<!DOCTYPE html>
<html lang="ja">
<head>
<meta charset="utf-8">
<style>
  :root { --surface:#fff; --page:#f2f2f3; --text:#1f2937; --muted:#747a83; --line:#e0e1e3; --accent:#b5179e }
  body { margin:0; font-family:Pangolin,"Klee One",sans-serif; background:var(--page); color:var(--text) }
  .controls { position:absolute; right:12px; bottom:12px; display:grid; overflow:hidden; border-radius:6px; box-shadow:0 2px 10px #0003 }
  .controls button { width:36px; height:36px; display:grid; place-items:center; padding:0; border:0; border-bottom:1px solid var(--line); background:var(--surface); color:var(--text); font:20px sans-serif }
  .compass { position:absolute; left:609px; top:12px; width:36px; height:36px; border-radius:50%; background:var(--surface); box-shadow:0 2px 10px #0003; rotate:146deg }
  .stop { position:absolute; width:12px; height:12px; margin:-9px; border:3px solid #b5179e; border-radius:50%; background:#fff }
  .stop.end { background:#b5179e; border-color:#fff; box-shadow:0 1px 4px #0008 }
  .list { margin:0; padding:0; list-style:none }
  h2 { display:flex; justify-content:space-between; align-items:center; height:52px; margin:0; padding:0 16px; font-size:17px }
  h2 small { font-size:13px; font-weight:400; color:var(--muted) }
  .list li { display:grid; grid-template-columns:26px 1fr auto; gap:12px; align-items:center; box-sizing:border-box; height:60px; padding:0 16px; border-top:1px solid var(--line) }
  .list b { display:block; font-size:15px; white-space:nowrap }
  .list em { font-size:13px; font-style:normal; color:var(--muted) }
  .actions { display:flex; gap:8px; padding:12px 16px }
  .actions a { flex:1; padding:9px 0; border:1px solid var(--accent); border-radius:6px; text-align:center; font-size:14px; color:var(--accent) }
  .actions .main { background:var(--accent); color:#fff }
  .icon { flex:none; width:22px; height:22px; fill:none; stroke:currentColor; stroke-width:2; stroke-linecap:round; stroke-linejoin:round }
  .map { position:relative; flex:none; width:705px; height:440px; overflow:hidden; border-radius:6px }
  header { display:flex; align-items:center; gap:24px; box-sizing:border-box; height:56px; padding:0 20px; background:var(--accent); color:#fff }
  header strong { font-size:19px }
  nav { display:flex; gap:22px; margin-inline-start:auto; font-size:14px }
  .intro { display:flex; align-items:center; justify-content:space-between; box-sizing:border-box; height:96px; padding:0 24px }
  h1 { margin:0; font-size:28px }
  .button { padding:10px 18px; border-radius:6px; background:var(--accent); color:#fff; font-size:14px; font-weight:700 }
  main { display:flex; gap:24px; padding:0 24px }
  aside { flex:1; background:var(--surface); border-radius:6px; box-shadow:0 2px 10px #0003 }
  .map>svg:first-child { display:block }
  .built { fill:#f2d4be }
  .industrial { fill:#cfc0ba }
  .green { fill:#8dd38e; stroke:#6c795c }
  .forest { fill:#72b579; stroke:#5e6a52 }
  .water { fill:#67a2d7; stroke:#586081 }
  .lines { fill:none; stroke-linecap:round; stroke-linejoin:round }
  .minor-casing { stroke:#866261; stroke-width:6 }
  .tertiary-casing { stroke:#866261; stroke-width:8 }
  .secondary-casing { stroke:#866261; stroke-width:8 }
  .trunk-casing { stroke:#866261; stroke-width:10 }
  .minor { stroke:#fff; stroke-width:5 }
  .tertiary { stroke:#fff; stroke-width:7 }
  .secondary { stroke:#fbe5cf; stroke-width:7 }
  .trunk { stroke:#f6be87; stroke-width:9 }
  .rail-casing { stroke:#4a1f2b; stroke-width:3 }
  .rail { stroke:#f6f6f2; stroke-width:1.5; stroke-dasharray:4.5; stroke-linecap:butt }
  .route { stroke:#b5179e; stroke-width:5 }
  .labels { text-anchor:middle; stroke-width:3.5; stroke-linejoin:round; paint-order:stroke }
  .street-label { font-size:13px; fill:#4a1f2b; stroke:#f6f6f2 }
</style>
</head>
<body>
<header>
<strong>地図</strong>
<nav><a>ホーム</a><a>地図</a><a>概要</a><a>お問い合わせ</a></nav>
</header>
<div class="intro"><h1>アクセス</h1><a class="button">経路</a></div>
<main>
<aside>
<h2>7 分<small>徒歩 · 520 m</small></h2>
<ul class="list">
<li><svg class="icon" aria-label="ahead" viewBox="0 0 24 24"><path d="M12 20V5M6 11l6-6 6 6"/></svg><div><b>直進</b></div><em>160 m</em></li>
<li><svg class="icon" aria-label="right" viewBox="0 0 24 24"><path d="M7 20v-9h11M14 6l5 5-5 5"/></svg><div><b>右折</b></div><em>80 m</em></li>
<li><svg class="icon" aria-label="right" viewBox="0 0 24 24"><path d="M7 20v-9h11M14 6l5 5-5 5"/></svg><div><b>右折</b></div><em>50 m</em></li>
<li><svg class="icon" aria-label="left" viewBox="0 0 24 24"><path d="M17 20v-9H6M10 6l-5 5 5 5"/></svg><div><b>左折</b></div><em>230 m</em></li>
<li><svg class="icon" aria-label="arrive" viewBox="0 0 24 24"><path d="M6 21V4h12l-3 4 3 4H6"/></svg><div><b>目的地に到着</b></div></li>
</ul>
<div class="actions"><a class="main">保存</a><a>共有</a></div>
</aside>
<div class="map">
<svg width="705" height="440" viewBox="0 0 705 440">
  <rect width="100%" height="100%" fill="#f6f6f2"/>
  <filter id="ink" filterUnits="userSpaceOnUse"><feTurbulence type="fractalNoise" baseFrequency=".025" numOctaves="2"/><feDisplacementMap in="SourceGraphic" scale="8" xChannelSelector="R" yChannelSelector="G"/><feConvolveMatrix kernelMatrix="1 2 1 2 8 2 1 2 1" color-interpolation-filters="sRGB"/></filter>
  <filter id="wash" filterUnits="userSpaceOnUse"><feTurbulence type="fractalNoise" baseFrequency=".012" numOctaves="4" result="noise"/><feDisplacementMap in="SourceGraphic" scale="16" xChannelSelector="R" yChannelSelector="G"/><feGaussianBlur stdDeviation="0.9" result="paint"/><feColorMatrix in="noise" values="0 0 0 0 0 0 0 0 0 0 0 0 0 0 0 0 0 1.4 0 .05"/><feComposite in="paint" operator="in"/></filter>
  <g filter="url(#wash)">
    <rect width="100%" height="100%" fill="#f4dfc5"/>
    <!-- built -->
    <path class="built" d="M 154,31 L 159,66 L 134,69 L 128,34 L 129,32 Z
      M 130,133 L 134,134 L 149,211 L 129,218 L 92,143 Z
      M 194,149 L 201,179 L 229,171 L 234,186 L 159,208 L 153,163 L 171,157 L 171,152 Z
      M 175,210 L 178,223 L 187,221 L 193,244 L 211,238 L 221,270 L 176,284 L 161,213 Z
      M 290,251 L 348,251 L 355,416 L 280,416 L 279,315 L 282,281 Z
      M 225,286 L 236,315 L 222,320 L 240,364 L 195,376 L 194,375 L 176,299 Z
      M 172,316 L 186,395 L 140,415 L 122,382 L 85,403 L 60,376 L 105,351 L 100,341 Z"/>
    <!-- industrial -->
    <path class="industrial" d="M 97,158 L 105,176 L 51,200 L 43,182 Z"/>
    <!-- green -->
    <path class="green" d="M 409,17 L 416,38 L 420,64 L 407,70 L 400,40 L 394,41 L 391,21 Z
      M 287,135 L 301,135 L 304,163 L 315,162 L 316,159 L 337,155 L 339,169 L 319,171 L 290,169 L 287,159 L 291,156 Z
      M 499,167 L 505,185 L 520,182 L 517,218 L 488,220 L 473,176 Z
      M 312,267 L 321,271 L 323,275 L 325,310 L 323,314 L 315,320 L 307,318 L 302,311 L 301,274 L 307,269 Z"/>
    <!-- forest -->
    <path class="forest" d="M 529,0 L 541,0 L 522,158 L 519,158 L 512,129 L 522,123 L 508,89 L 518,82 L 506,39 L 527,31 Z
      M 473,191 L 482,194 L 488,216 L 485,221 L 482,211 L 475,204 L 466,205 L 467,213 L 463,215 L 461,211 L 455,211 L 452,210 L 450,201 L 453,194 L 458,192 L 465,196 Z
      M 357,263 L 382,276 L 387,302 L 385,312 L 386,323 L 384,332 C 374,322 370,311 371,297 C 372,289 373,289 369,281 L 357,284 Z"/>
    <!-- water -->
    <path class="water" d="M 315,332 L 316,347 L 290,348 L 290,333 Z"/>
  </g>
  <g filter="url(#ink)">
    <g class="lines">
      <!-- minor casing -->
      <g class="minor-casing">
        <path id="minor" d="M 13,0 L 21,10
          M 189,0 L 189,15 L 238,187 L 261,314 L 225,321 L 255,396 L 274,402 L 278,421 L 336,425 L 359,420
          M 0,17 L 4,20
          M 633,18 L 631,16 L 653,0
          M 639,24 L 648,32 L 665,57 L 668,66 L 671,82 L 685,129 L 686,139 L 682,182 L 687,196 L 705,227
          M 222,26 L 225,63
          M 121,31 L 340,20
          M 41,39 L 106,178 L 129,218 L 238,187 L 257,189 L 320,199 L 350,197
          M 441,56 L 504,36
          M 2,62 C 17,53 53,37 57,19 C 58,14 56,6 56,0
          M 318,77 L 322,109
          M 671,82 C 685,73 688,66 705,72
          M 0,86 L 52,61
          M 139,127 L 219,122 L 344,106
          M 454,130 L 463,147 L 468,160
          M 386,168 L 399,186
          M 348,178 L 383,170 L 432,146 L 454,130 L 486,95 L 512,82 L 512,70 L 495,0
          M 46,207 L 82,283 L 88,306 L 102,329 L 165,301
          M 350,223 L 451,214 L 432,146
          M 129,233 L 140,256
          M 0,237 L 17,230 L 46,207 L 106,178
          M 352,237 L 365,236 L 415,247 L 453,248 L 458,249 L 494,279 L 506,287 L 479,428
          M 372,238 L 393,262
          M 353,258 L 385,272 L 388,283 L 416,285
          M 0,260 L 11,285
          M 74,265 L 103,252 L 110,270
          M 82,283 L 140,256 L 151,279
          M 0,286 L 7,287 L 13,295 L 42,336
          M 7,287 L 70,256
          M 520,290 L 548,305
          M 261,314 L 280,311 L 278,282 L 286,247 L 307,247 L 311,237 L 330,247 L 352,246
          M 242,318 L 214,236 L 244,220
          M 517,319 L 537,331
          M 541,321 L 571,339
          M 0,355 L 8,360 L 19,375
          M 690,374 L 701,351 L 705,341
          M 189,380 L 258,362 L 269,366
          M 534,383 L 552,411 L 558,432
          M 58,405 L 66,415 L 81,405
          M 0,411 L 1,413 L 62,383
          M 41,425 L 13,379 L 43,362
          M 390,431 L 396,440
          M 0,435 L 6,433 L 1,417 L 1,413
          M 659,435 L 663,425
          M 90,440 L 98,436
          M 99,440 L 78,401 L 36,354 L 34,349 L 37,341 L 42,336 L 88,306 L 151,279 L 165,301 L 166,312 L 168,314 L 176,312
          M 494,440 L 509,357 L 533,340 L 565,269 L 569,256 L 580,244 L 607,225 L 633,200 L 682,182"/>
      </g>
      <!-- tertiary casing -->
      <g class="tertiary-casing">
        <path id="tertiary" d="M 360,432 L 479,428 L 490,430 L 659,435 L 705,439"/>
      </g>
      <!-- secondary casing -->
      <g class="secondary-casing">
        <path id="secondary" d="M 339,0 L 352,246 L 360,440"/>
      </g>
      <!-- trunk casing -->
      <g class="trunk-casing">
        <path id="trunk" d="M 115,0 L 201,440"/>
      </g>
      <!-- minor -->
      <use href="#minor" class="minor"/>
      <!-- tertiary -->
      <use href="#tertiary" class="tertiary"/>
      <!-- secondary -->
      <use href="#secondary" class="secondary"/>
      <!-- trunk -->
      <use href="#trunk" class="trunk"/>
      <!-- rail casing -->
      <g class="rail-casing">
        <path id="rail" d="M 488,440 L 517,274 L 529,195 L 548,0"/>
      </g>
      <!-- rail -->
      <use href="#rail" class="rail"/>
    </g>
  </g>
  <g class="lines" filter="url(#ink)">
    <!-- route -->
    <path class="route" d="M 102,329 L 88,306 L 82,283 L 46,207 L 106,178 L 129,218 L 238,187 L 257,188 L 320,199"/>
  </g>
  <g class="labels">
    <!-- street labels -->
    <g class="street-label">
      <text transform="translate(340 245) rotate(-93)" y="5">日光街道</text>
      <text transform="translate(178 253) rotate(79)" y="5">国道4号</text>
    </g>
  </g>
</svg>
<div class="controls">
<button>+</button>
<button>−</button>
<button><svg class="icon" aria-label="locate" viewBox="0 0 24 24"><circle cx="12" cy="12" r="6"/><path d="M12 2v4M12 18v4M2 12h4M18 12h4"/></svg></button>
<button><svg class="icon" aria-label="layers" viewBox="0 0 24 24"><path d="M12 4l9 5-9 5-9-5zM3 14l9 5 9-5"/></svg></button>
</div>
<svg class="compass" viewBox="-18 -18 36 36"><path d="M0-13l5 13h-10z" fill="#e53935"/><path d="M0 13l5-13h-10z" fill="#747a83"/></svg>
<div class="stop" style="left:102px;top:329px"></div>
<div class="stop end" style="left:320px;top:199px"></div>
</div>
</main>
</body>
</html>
——————————
Set down, word for word, each line from the top of the records above through the line with "position:absolute; right:12px; bottom:12px;".

<!DOCTYPE html>
<html lang="ja">
<head>
<meta charset="utf-8">
<style>
  :root { --surface:#fff; --page:#f2f2f3; --text:#1f2937; --muted:#747a83; --line:#e0e1e3; --accent:#b5179e }
  body { margin:0; font-family:Pangolin,"Klee One",sans-serif; background:var(--page); color:var(--text) }
  .controls { position:absolute; right:12px; bottom:12px; display:grid; overflow:hidden; border-radius:6px; box-shadow:0 2px 10px #0003 }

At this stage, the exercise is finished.